**Instructions to follow**: Each line of the data below containing "halo" needs to be listed.

(Supplied material Opens)

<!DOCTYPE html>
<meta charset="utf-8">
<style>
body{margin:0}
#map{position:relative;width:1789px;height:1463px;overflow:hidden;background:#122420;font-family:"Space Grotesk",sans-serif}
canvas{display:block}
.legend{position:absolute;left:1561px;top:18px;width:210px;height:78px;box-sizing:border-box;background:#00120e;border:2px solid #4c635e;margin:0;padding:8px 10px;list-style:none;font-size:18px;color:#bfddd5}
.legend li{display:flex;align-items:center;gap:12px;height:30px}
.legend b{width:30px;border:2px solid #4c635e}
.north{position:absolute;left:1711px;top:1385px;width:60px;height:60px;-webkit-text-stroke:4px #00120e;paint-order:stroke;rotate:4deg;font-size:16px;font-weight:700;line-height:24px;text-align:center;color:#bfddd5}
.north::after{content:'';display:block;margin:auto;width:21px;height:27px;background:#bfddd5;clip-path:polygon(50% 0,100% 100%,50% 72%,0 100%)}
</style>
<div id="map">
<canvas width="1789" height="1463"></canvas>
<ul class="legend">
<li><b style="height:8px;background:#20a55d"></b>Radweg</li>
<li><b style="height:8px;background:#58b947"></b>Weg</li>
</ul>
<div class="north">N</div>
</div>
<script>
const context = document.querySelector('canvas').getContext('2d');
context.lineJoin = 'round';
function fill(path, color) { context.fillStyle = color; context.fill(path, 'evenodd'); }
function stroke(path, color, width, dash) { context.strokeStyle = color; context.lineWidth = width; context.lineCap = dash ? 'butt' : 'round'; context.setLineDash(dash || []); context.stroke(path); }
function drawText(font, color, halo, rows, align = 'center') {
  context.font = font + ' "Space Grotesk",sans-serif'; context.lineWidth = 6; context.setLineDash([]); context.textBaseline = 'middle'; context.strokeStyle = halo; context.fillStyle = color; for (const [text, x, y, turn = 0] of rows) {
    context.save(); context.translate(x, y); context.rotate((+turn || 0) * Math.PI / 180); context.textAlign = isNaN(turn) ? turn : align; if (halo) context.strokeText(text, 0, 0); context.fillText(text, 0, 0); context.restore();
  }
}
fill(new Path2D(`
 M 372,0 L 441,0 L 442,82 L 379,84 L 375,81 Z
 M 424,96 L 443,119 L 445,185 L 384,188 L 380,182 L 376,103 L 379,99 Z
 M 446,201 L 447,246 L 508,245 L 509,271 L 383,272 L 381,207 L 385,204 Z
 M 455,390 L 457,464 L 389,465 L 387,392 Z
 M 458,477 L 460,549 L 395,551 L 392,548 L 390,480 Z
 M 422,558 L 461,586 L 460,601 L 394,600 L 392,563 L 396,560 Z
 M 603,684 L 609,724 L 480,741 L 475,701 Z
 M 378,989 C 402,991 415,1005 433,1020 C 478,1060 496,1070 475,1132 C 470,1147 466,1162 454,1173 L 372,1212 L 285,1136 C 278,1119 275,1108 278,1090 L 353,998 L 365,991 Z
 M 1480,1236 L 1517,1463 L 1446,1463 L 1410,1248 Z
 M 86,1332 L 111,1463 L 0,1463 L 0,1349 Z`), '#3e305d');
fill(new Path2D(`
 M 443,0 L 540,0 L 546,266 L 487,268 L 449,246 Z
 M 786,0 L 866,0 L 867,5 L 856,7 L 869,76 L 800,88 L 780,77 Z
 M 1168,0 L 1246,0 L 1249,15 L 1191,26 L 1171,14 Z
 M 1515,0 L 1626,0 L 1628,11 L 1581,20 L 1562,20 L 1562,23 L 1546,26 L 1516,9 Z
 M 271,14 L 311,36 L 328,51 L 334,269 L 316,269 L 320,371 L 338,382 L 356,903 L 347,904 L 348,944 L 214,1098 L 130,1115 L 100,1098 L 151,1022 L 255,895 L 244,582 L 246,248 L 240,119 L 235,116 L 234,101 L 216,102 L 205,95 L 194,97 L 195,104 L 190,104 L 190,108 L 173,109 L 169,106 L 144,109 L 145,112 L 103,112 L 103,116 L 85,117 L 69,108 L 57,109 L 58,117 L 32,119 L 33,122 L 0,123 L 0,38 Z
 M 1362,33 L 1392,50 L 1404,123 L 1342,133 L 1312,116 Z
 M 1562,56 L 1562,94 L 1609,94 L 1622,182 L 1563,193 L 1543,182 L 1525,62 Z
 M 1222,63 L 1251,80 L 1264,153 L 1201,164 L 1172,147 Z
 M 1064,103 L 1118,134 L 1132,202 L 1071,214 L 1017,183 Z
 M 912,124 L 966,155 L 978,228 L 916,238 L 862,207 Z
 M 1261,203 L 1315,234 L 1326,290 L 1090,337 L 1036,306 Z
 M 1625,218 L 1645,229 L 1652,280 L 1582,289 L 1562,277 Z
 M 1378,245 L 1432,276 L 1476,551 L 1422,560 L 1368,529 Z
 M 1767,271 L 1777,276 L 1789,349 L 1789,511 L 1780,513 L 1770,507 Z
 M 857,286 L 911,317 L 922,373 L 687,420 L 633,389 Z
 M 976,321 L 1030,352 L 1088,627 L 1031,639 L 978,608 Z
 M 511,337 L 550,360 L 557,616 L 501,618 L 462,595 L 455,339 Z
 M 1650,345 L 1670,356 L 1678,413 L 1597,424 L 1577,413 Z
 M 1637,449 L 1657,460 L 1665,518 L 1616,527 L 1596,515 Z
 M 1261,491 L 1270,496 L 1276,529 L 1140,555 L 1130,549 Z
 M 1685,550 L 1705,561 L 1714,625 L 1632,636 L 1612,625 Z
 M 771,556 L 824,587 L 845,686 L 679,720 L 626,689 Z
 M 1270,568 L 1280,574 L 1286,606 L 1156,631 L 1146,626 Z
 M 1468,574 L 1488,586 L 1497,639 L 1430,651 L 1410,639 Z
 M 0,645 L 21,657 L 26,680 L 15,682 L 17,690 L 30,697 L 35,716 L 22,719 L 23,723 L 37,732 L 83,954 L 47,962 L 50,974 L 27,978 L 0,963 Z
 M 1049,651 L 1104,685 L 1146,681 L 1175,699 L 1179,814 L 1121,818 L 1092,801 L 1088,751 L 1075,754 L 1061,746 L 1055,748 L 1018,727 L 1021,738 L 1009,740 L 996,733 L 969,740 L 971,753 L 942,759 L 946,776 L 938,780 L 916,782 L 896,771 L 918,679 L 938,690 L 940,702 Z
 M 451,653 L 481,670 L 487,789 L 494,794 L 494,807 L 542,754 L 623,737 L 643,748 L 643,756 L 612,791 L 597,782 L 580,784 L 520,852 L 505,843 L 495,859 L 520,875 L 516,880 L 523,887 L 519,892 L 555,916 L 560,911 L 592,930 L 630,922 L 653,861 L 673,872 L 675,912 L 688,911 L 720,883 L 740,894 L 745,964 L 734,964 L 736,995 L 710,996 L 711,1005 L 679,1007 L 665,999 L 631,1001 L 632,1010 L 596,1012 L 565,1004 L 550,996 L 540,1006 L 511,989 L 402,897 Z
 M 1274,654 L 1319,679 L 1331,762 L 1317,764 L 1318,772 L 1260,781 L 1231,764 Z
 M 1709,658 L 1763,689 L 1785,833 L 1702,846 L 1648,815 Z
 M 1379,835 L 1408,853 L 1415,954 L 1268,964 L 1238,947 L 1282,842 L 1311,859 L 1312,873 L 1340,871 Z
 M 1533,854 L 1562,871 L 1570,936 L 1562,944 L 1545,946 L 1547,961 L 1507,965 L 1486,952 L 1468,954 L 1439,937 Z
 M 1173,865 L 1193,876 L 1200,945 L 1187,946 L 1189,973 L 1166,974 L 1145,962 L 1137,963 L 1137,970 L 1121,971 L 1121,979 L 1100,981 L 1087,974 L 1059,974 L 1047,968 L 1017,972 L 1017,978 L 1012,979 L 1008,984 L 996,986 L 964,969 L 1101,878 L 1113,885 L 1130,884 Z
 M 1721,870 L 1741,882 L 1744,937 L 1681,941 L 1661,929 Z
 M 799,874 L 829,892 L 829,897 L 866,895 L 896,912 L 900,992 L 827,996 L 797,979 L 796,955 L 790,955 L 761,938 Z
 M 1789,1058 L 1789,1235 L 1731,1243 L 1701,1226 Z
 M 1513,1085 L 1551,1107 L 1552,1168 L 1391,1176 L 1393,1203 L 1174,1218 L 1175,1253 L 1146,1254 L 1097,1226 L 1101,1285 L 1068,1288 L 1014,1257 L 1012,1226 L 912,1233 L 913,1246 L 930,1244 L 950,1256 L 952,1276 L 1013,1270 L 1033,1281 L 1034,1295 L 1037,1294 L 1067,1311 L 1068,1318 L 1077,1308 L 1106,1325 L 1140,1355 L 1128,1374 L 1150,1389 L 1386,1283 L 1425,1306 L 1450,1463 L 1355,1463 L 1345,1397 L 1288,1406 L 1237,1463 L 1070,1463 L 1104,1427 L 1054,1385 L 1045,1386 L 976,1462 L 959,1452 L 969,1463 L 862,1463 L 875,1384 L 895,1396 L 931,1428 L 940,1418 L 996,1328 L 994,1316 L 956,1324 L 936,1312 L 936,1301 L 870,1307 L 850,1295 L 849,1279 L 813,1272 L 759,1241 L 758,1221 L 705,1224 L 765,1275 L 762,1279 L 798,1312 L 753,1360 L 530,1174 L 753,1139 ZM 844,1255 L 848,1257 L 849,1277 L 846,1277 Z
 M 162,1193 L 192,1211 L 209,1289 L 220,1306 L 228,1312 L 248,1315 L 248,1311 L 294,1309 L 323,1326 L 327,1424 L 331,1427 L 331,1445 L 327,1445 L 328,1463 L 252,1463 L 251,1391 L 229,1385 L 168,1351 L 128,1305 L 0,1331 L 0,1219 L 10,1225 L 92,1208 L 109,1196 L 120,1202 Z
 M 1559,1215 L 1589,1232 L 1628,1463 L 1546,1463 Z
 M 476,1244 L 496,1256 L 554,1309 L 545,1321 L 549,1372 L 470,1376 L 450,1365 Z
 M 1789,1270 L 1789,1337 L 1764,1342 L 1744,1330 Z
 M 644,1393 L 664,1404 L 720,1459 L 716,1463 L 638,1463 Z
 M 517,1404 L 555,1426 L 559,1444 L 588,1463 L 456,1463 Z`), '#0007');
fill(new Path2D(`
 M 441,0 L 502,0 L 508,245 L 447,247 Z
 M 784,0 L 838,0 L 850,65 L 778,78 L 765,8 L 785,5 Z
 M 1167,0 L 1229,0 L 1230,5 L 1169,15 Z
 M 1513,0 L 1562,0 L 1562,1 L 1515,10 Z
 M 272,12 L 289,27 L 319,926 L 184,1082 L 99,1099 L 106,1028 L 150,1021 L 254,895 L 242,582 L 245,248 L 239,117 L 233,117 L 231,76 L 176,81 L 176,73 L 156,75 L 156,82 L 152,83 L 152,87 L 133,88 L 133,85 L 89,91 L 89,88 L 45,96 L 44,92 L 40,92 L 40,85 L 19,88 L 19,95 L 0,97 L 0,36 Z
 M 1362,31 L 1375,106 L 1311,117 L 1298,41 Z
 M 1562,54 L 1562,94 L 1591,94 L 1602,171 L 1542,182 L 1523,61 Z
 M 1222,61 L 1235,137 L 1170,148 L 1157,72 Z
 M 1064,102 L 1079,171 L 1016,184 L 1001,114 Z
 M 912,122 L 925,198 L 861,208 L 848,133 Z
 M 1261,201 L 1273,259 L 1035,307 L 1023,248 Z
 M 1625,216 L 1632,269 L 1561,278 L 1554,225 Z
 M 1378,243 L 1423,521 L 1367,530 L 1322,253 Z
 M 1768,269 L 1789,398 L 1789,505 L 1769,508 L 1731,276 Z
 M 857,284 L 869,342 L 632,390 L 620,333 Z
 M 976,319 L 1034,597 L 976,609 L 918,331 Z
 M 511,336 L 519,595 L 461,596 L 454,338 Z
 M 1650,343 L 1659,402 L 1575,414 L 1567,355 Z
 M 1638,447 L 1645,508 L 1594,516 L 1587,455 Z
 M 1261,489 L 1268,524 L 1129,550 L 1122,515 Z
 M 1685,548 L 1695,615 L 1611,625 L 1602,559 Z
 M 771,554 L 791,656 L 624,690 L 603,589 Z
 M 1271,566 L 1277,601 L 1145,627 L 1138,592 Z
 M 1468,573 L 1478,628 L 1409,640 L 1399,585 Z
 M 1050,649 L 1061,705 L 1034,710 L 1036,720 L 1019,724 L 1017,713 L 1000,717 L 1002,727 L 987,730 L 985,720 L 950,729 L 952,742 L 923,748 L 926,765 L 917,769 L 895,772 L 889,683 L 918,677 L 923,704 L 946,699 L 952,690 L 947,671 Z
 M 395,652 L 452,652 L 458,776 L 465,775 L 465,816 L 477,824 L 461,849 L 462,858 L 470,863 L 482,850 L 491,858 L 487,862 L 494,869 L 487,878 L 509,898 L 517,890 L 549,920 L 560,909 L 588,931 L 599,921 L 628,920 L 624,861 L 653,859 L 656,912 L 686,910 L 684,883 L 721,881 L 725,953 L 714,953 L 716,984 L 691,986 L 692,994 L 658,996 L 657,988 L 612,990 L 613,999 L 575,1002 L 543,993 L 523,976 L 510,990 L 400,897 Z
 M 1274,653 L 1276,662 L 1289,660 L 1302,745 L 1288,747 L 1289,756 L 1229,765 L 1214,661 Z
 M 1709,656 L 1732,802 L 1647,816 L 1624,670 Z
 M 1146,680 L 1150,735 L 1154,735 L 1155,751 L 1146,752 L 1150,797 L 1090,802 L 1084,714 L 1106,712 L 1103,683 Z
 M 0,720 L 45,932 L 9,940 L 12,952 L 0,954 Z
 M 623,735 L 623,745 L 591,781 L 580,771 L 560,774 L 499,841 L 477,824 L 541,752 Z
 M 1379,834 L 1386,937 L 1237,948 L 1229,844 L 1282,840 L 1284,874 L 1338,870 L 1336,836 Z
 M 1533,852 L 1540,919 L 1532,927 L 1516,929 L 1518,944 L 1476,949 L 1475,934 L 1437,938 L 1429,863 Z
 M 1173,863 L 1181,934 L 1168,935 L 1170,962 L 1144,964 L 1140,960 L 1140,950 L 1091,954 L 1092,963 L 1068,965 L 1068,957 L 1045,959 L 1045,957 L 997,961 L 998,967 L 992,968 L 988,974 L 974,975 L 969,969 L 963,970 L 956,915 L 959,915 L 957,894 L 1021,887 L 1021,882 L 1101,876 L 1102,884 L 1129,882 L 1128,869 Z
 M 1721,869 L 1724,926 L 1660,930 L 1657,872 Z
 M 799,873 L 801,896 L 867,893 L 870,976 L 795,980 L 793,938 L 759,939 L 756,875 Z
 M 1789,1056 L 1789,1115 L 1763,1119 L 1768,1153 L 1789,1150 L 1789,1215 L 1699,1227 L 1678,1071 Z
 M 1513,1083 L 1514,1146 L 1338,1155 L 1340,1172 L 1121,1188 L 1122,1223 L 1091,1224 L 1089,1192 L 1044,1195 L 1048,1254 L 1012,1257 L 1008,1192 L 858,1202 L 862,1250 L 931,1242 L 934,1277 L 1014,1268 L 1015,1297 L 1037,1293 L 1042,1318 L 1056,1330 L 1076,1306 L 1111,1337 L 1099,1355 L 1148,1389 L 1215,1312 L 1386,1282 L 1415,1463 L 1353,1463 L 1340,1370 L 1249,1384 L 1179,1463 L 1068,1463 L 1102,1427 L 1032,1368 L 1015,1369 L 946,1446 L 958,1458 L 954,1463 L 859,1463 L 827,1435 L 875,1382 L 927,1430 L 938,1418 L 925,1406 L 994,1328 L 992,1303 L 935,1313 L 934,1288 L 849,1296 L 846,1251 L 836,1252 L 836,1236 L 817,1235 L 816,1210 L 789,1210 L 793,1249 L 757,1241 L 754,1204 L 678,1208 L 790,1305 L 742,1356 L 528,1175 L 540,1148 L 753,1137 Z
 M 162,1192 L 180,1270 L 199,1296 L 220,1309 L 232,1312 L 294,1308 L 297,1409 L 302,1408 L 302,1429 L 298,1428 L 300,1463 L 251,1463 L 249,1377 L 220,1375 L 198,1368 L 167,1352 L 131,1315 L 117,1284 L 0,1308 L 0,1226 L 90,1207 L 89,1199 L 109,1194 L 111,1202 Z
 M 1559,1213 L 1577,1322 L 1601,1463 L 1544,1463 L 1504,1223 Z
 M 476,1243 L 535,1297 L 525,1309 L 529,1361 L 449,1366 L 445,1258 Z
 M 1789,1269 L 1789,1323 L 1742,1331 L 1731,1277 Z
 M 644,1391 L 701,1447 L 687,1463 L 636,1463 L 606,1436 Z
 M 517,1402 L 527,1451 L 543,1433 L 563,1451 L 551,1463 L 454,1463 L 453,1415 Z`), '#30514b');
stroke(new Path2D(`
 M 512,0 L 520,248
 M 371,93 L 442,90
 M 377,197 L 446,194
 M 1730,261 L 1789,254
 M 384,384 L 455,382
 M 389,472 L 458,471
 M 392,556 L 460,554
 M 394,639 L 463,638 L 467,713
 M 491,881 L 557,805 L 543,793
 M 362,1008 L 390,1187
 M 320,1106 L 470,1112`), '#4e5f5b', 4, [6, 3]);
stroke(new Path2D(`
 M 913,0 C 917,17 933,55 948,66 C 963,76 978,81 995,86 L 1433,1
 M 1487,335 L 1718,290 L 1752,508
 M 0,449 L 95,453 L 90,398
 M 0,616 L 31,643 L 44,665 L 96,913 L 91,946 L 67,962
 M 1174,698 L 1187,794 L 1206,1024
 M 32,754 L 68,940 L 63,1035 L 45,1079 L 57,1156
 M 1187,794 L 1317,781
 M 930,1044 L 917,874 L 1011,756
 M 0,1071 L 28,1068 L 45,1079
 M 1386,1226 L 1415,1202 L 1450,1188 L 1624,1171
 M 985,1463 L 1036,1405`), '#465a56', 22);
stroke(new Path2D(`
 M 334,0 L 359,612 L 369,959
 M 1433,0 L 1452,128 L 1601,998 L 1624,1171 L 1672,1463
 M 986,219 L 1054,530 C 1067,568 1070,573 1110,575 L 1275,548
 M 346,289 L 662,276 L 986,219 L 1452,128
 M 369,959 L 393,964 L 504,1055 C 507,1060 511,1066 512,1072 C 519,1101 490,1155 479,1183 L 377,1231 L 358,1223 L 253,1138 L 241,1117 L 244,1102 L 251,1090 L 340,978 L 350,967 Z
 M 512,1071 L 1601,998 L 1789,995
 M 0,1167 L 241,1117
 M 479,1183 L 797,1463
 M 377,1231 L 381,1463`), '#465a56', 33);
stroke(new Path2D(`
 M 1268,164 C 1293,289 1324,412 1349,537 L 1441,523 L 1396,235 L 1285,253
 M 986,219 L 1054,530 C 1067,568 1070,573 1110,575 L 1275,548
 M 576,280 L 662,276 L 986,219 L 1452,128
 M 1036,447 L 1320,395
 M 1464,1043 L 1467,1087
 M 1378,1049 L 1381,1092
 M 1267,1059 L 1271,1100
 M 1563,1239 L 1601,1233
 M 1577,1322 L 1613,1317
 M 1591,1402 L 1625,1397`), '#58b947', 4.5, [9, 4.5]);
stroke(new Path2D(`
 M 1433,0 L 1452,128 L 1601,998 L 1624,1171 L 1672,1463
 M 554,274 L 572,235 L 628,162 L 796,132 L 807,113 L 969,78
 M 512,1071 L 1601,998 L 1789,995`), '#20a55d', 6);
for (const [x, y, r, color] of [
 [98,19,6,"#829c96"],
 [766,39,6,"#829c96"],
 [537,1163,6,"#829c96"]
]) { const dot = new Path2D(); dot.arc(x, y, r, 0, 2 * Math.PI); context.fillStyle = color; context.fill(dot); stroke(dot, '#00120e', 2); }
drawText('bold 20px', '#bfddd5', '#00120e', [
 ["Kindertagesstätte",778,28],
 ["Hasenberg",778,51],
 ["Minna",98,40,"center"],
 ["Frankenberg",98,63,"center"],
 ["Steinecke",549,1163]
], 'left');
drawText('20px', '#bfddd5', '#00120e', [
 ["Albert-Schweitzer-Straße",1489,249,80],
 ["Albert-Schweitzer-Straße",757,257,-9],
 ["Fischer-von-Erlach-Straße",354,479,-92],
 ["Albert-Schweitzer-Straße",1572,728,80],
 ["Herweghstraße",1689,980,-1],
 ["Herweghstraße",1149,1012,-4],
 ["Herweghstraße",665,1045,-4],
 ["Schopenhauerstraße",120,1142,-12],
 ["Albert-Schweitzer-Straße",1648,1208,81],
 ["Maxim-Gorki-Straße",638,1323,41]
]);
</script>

(Supplied material Closes)

**Written solution**:
function drawText(font, color, halo, rows, align = 'center') {
  context.font = font + ' "Space Grotesk",sans-serif'; context.lineWidth = 6; context.setLineDash([]); context.textBaseline = 'middle'; context.strokeStyle = halo; context.fillStyle = color; for (const [text, x, y, turn = 0] of rows) {
    context.save(); context.translate(x, y); context.rotate((+turn || 0) * Math.PI / 180); context.textAlign = isNaN(turn) ? turn : align; if (halo) context.strokeText(text, 0, 0); context.fillText(text, 0, 0); context.restore();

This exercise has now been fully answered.